** INPUT DATA follows **
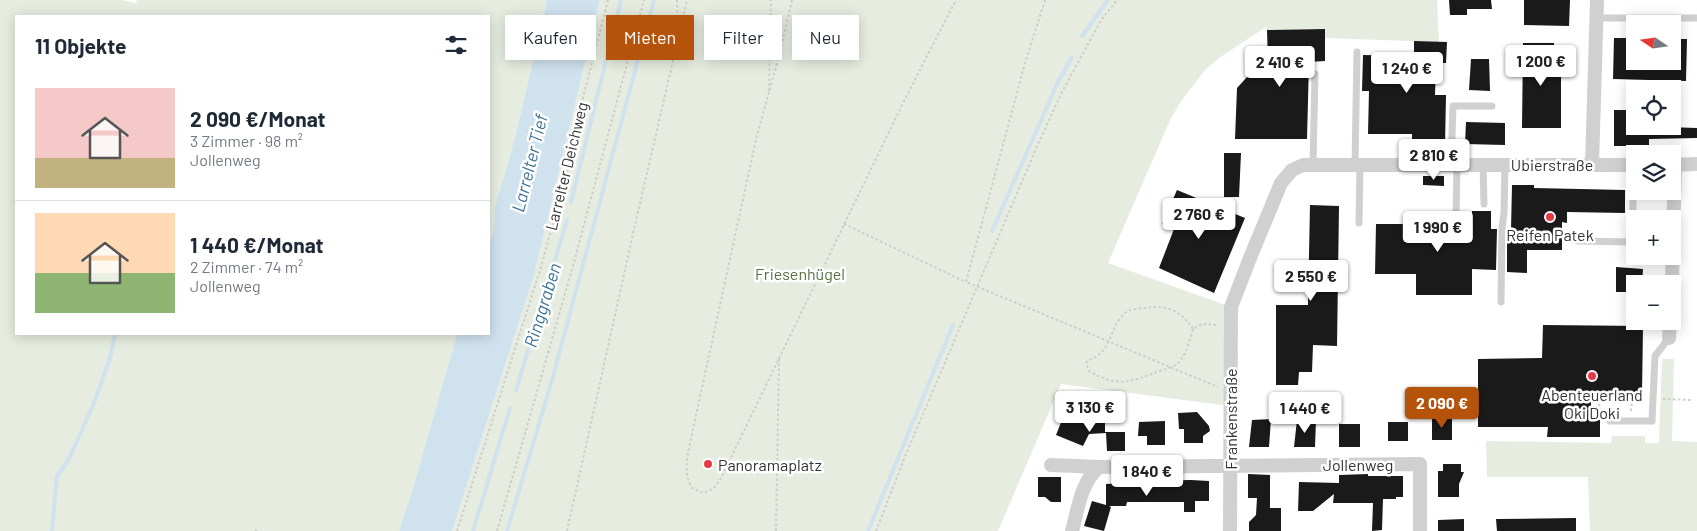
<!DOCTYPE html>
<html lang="de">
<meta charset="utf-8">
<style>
:root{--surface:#fff;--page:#f6f6f7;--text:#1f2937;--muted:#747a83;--line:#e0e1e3;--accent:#b45309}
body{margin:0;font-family:Barlow,sans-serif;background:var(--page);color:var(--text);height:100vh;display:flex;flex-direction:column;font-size:19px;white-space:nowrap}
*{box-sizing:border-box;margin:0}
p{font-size:16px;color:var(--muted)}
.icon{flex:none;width:28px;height:28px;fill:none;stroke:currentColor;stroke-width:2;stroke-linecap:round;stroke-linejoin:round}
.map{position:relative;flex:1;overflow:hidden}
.side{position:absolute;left:15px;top:15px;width:475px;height:320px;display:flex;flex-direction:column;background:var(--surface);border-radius:0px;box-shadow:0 2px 12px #0003}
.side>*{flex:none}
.top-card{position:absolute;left:505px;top:15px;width:475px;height:45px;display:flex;gap:10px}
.needle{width:32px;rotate:283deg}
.buttons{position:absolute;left:1626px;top:15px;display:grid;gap:10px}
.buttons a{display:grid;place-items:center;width:55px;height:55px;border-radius:0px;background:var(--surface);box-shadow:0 2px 12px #0003;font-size:25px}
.price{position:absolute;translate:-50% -42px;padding:0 11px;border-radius:5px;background:#fff;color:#222;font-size:16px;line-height:32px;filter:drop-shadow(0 1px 2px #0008)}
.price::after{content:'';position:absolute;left:50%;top:30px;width:15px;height:11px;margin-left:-8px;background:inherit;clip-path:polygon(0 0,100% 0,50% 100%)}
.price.current{background:var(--accent);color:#fff}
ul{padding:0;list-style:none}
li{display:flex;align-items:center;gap:15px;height:125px;padding:0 20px}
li+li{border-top:1px solid var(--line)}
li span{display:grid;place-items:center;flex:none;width:140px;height:100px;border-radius:0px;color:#555}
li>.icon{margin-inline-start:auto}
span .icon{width:60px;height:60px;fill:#fffc;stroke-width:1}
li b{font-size:21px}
h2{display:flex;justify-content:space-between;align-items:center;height:60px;padding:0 20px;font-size:21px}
.tag{padding:0 18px;border-radius:0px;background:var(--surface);box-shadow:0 2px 12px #0003;font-size:18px;line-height:45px}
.tag.current{background:var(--accent);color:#fff}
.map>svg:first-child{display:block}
.green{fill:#e6ecdf}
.water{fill:#cfe2ee}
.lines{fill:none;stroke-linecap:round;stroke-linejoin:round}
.stream{stroke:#cfe2ee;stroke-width:4}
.building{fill:#1a1a1a}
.path{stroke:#cdcdcd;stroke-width:2;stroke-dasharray:2.5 2.5;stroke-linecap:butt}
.service{stroke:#d0d0d0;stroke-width:7}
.minor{stroke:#d0d0d0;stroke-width:14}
.poi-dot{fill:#e63946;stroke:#fff;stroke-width:2}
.labels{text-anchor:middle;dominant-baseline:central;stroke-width:5;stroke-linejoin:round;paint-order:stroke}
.street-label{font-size:16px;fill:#333;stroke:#fff}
.poi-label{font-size:16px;fill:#333;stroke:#fff}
.park-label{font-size:16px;fill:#56703f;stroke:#fff}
.water-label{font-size:18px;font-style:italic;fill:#3f7597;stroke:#fff}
</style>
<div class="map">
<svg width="1697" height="531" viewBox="0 0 1697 531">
<rect width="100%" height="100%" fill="#fff"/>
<g class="green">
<polygon points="0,0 122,0 136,3 137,0 547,0 515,138 495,207 494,227 489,248 489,16 16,16 16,334 457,334 413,488 399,531 0,531"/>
<polygon points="600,0 1437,0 1439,42 1325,38 1325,29 1267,30 1266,27 1219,58 1206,69 1182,100 1171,118 1108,263 1231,307 1230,406 1061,384 998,531 452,531 534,275"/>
<polygon points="1662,359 1674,359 1672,441 1697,442 1697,531 1590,531 1588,477 1487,477 1486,441 1611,443 1612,436 1645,436 1645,443 1659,443"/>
</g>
<polygon class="water" points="547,0 600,0 534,275 452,531 399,531 413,488 457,334 489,334 489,248 494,227 495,207 515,138"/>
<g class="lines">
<g class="stream">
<polyline points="618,13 621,0"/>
<polyline points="1082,36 1108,0"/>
<polyline points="571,202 612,36"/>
<polyline points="992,231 1058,82 1072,57"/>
<polyline points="516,390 567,220"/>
<polyline points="52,531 57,476 68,461 94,403 110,358 115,334"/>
<polyline points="473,531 510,408"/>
<polyline points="507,531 551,384 654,0"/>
<polyline points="868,531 953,325"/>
</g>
</g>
<g class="building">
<polygon points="1449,0 1491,0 1492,9 1467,9 1467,15 1450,15"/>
<polygon points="1524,0 1570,0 1569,26 1524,25"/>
<polygon points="1325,29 1325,61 1309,62 1307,139 1235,139 1237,88 1247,77 1260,77 1261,63 1268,63 1267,30"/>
<polygon points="1614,38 1635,38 1635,61 1672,61 1672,39 1687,39 1686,81 1613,79"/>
<polygon points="1414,41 1447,42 1446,63 1436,63 1435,95 1446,95 1445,145 1412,144 1412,134 1368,134 1369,91 1362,91 1363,55 1414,56"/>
<polygon points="1523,43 1554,43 1554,53 1561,53 1561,128 1522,128"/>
<polygon points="1471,59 1489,59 1490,91 1469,90"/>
<polygon points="1614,110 1635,110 1635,126 1697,128 1697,138 1649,139 1649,146 1614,146"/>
<polygon points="1466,122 1505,123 1505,145 1465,144"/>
<polygon points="1224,153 1241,153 1239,197 1224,197"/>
<polygon points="1423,176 1444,176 1444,186 1423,185"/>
<polygon points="1512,185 1534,185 1534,188 1625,190 1625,213 1567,212 1567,223 1562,222 1562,250 1527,250 1527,273 1507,272 1507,230 1511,230"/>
<polygon points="1177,190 1245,218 1214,293 1159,268 1174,229 1162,224"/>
<polygon points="1310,205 1339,206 1337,346 1313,345 1312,372 1299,372 1298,385 1276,385 1276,305 1308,305"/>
<polygon points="1472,211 1491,211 1491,229 1497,229 1496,270 1472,269 1472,295 1416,295 1416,274 1375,274 1376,224 1472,224"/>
<polygon points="1616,267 1643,269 1642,284 1635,284 1635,290 1628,289 1628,292 1616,292"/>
<polygon points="1543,325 1643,326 1642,394 1591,394 1591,416 1600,416 1600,437 1547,437 1548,427 1478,427 1478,359 1542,358"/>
<polygon points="1197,412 1209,426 1210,431 1203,436 1203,443 1184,443 1184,429 1179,429 1178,413"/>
<polygon points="1064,415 1093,427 1093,419 1105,419 1105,432 1125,432 1125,451 1107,451 1106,433 1089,434 1083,446 1056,435"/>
<polygon points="1432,418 1452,419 1452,440 1432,440"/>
<polygon points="1271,419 1269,447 1249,447 1252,420"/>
<polygon points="1297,420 1316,420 1315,447 1294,447"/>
<polygon points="1165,421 1165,445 1147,445 1147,436 1138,436 1139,422"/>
<rect x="1388" y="422" width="20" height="19"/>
<rect x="1339" y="424" width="21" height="23"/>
<polygon points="1443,464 1461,464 1461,472 1464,472 1459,484 1459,497 1438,497 1438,471 1443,471"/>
<polygon points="1248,474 1270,475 1270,508 1281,508 1281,531 1249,531 1249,522 1256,515 1257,498 1248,498"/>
<polygon points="1368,474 1368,476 1403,476 1403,497 1396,497 1396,499 1383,499 1382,530 1372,531 1373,503 1333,503 1334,494 1313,511 1298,511 1299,482 1339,483 1339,475"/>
<polygon points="1038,477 1061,477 1061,502 1051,502 1045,497 1038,497"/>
<polygon points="1191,480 1209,481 1209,501 1195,501 1195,512 1184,512 1184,502 1127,502 1126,506 1109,506 1111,507 1104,531 1084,526 1092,501 1106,505 1106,484 1125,483 1125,481"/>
<polygon points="1576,518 1576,531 1497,531 1496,519"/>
<polygon points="1464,519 1464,531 1438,531 1438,520"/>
</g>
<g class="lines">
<g class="path">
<polyline points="677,0 678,38"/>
<path d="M792,0l-13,56 -22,79 -64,294c-3,18 -12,42 -1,59l12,5 10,-5 6,-8 185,-381 51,-99"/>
<polyline points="1045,0 1025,63 966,282 1218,387"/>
<polyline points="769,91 771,0"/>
<polyline points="844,224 966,282"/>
<path d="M1193,329c-14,-20 -26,-24 -50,-21 -6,1 -14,1 -18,5 -17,15 -12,40 -37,47l-2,3 3,8c29,17 42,11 70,0 7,-2 16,-4 21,-10 7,-9 10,-22 13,-32l9,-5 15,1"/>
<polyline points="1663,399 1691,400"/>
<polyline points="1591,401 1598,401 1603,416"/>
<polyline points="1598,401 1643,401"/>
<polyline points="1631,411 1632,401"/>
<polyline points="255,530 257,531"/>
<polyline points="457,531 541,267 570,161 579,113 608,0"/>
<polyline points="497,531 573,266 644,0"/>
<polyline points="567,531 635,225 687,0"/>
<polyline points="776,531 779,358"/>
<polyline points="876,531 906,454 1038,144 1062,92 1093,35 1102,19 1117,0"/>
</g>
<g class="service">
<polyline points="1596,18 1697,18"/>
<polyline points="1483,164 1484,204"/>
<polyline points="1313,165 1315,74"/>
<polyline points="1355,165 1357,52"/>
<polyline points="1451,165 1453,106 1492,106"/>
<polyline points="1456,218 1457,165"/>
<polyline points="1359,223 1360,165"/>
<polyline points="1578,241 1632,242 1634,165"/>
<polyline points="1501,302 1502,228 1504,213 1505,164"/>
<polyline points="1610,421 1652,421 1655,356 1669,338"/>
</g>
<g class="minor">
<polyline points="1592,164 1597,0"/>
<polyline points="1672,165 1697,164"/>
<polyline points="1672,284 1675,165"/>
<polyline points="1669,338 1670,321"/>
<polyline points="1051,465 1099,467"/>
<path d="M1072,531c6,-22 9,-49 27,-64l321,-3v67"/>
<polyline points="1230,531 1231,307 1250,258 1281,183 1292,170 1303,165 1635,165"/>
</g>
</g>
<g class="poi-dot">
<circle cx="1550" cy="217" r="5"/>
<circle cx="1592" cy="376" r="5"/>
<circle cx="708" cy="464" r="5"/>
</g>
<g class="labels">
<g class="street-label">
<text x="1552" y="164">Ubierstraße</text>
<text transform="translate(566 166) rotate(-76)">Larrelter Deichweg</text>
<text transform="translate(1230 419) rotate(-90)">Frankenstraße</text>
<text x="1358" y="464">Jollenweg</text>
</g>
<g class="poi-label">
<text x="1550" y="234">Reifen Patek</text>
<text x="1592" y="394">Abenteuerland<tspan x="1592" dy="18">Oki Doki</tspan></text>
<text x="718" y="464" text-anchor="start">Panoramaplatz</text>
</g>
<g class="park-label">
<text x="800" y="273">Friesenhügel</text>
</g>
<g class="water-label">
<text transform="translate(529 163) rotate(-76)">Larrelter Tief</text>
<text transform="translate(542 305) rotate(-73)">Ringgraben</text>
</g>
</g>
</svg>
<div class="buttons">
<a><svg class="needle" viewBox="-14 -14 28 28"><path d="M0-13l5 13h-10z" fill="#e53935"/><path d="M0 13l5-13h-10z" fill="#747a83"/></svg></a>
<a><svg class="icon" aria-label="locate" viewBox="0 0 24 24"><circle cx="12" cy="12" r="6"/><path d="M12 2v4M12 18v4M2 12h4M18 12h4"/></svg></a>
<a><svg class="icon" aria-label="layers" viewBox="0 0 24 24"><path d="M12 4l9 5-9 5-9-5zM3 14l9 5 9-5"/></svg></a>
<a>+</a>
<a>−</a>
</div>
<b class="price" style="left:1541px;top:87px">1 200 €</b>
<b class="price" style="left:1280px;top:88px">2 410 €</b>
<b class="price" style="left:1407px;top:94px">1 240 €</b>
<b class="price" style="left:1434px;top:181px">2 810 €</b>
<b class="price" style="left:1199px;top:240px">2 760 €</b>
<b class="price" style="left:1438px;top:253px">1 990 €</b>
<b class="price" style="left:1311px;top:302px">2 550 €</b>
<b class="price current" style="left:1442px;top:429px">2 090 €</b>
<b class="price" style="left:1090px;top:433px">3 130 €</b>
<b class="price" style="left:1305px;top:434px">1 440 €</b>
<b class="price" style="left:1147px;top:497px">1 840 €</b>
<div class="top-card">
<a class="tag">Kaufen</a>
<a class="tag current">Mieten</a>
<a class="tag">Filter</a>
<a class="tag">Neu</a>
</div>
<section class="side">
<h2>11 Objekte<svg class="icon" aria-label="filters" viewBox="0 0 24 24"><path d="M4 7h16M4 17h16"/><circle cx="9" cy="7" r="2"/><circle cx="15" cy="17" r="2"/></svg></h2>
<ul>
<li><span style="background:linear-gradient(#f6c9c9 70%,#c2b280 0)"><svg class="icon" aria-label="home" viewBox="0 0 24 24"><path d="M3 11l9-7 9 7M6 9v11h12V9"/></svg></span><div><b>2 090 €/Monat</b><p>3 Zimmer · 98 m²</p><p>Jollenweg</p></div></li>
<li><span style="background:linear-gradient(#ffd9b3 60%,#8fb573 0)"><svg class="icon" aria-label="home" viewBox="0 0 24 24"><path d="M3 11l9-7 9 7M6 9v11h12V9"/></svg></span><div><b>1 440 €/Monat</b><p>2 Zimmer · 74 m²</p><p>Jollenweg</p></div></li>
</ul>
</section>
</div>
** End of INPUT DATA **
Scan the records for the word "linecap" and copy every line where it is found.

.icon{flex:none;width:28px;height:28px;fill:none;stroke:currentColor;stroke-width:2;stroke-linecap:round;stroke-linejoin:round}
.lines{fill:none;stroke-linecap:round;stroke-linejoin:round}
.path{stroke:#cdcdcd;stroke-width:2;stroke-dasharray:2.5 2.5;stroke-linecap:butt}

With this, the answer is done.